Brève histoire de l’année liturgique des origines au VIIIe siècle
Repères historiques
En parcourant l’histoire de l’année liturgique, on est frappé de constater l’importance de l’apport des Églises orientales au cours des premiers siècles : l’année liturgique que nous connaissons apparaît alors comme une œuvre de l’Église universelle.
L’année liturgique n’est pas née dans les premières communautés chrétiennes : c’est le rythme hebdomadaire, avec son axe dominical, qui a structuré le temps liturgique des premiers chrétiens : chaque dimanche, l’« unitotalité » du mystère du Christ mort et ressuscité était célébré par le rassemblement ecclésial et l’eucharistie.

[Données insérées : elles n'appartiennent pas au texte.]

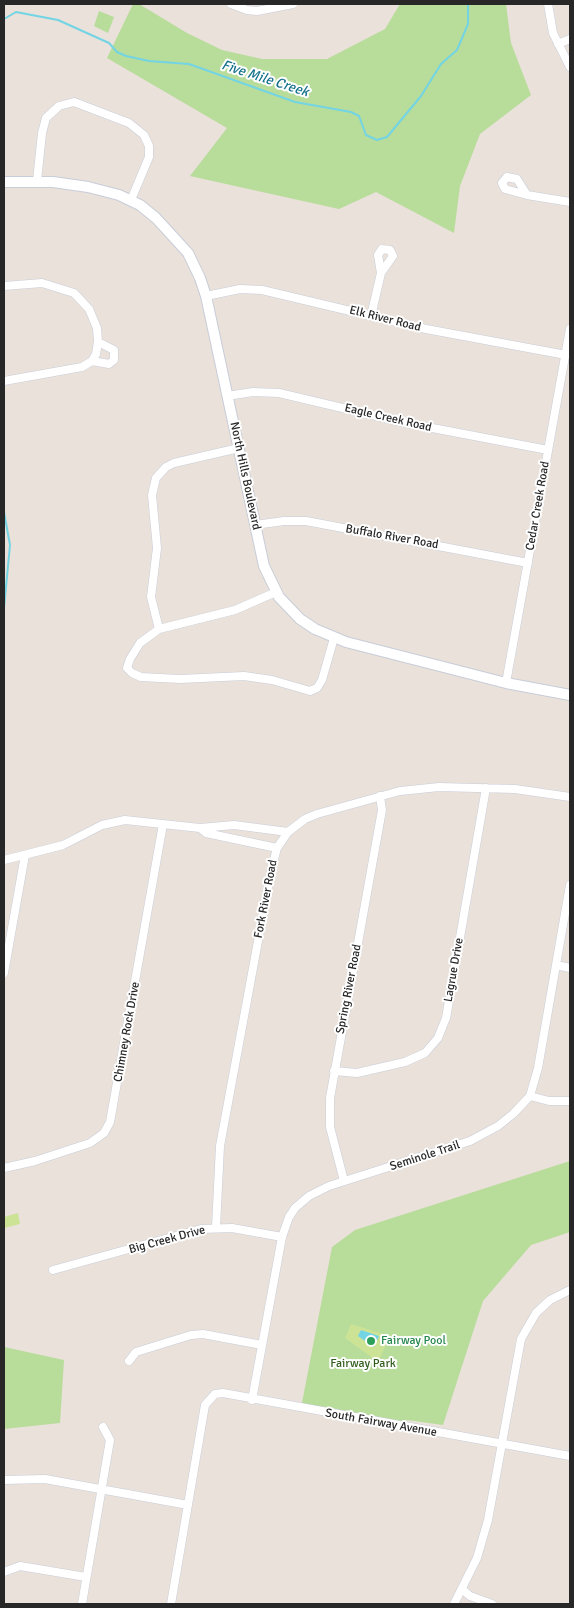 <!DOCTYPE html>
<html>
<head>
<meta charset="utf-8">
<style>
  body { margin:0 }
  #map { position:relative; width:574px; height:1608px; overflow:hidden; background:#e9e1da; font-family:Signika,sans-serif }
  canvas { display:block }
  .frame { position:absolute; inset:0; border:5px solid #272727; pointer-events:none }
</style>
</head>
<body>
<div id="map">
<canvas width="574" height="1608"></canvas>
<div class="frame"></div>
</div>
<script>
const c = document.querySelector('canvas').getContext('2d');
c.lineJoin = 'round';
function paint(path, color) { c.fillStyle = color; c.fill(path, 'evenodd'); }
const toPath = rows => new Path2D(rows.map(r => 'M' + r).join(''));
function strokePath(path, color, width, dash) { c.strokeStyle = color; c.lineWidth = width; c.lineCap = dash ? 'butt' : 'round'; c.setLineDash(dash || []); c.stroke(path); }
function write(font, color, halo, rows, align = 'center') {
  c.font = font + ' Signika,sans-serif'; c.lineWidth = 4; c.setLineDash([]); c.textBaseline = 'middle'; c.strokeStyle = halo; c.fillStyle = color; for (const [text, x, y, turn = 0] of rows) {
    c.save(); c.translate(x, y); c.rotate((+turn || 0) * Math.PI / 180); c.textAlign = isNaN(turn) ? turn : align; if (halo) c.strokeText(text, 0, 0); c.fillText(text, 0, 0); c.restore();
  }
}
paint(toPath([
  [133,4,139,4,187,33,222,50,262,59,327,59,385,29,400,4,506,4,511,43,531,95,480,134,460,186,454,233,376,192,339,209,190,176,227,128,107,58],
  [99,11,114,17,108,33,94,26],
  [570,1161,570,1232,531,1245,483,1301,443,1425,407,1420,405,1428,301,1408,332,1247,355,1230],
  [4,1347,64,1360,60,1423,4,1429]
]), '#b8dc9a');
paint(toPath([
  [18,1213,20,1224,4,1228,4,1217],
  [351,1324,390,1336,378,1362,345,1338]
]), '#cce396');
paint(toPath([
  [361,1330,379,1336,374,1347,358,1336]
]), '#73d4e4');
strokePath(toPath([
  [4,19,16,12,58,20,109,43,117,52,126,56,149,61,189,64,295,102,351,112,359,116,366,135,377,140,387,137,421,96,441,64,457,50,468,24,468,4],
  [4,512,10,545,4,608]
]), '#73d4e4', 2);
const minor = toPath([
  [231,4,247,10,257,11,293,4],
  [548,4,553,33,570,67],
  [558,44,570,39],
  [507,177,517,179,527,195,505,189,502,183,507,177],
  [37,181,42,133,46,118,59,106,74,102,129,123,144,135,149,146,149,157,131,200],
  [527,195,570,202],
  [382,249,390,250,393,256,381,273,378,255,382,249],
  [4,286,42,283,74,293,89,309,97,328,98,342,96,354,92,361,82,367,4,381],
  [206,296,240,289,262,290,426,329,566,355],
  [371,316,381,273],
  [92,361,109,364,114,360,114,350,98,342],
  [227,396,253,392,279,393,406,423,548,450],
  [239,448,174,463,166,467,156,478,152,495,157,548,151,597,159,629,140,643,130,659,127,668,132,673,141,677,180,679,244,676,272,680,310,691,317,688,322,680,334,638],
  [255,525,284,521,306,521,528,563],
  [159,629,235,610,276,592],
  [506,683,570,329],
  [200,828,206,833,277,848],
  [4,860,63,845,102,825,125,820,200,828,234,825,288,832],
  [556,965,570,968],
  [4,973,25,855],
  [334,1071,357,1073,405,1062,425,1053,438,1038,446,1018,486,788],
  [530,1096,549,1101,570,1101],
  [4,1168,35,1161,90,1143,104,1133,110,1122,163,824],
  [344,1181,330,1127,330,1098,382,810,380,796],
  [216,1227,220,1146,271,871,277,848,288,832,305,819,317,814,400,791,439,787,515,789,570,797],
  [53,1270,201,1229,232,1228,282,1237],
  [129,1361,136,1352,191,1335,203,1334,262,1345],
  [252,1400,282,1237,289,1217,295,1208,309,1196,329,1186,470,1141,498,1126,513,1114,530,1096,538,1068,570,885],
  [4,1480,45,1479,188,1505],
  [4,1572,20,1566,86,1577],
  [462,1589,470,1596,492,1604],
  [82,1604,110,1440,103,1427],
  [171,1604,205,1405,215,1394,223,1393,570,1456],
  [454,1604,477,1558,488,1520,521,1339,536,1313,550,1300,570,1290]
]);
const tertiary = toPath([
  [4,182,53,182,88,187,119,195,140,205,156,218,188,253,200,278,206,296,264,566,279,597,300,619,315,629,346,642,506,683,570,695]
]);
strokePath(minor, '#c8cdd8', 9);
strokePath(tertiary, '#c8cdd8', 12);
strokePath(minor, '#fff', 8);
strokePath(tertiary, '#fff', 10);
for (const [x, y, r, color] of [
  [371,1341,5,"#2e9e5b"]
]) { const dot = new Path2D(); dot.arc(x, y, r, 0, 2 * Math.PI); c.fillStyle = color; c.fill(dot); strokePath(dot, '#fff', 2); }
write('12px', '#272727', '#fff', [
  ["Elk River Road",385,319,14],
  ["Eagle Creek Road",388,418,13],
  ["North Hills Boulevard",245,476,78],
  ["Cedar Creek Road",538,506,-80],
  ["Buffalo River Road",392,537,10],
  ["Fork River Road",266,899,-79],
  ["Lagrue Drive",454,970,-80],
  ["Spring River Road",349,989,-79],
  ["Chimney Rock Drive",127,1032,-80],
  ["Seminole Trail",425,1156,-18],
  ["Big Creek Drive",167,1240,-15],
  ["South Fairway Avenue",381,1423,10]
]);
write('12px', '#27864d', '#fff', [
  ["Fairway Pool",381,1341]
], 'left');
write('12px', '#335e1e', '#fff', [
  ["Fairway Park",363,1364]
]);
write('italic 14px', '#17728c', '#fff', [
  ["Five Mile Creek",265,79,18]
]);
</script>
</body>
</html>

C’est progressivement que les fêtes annuelles sont apparues. L’essentiel de l’année liturgique est fixé au viiie siècle. Les deux grands foyers en sont :
- le cycle pascal, constitué à partir de la célébration annuelle de la fête de Pâques apparue au cours du deuxième siècle, et augmenté d’un temps de préparation (triduum, puis « quarantaine » ou carême), et de sa « Cinquantaine joyeuse ». Celle-ci, d’abord célébrée de façon unifiée comme « un grand dimanche de cinquante jours », se morcelle ensuite en célébrations individualisées (ascension, pentecôte).
- le cycle de Noël-Épiphanie, apparu au cours du ive siècle, avec également un temps de préparation et un temps de prolongement.
Entre les deux, ont pris place d’autres célébrations appartenant au cycle dit « temporal »[1] ; plusieurs sont issues de la commémoration de dédicaces de basiliques de Jérusalem : ainsi de la Transfiguration du Seigneur, ou de l’Exaltation de la sainte-Croix. D’autres appartiennent au cycle sanctoral qui célèbre la mémoire de la Vierge Marie et des saints. En occident apparaissent plus tardivement, des fêtes propres : la fête de la Sainte Trinité, une « fête d’idées » apparue sans doute en Gaule, et celle de tous les saints, en Angleterre, au viiie siècle[2].
Quelques réflexions
Ces quelques repères historiques suscitent plusieurs réflexions :
1.- La date de Pâques : la fête de Pâques est célébrée dès les origines selon deux traditions différentes : l’une liée au calendrier juif dans les régions d’Asie mineure, prenant pour jour de célébration la date anniversaire de la mort du Christ, le 14 du mois de Nizan, que sa transposition dans le calendrier julien place au 6 avril[3]. L’autre tradition, en usage presque partout ailleurs, consiste à célébrer Pâques en rapport avec la fête lunaire de la Pâque juive, soit le dimanche qui suit la première pleine lune après l’équinoxe de printemps, c’est-à-dire notre système actuel.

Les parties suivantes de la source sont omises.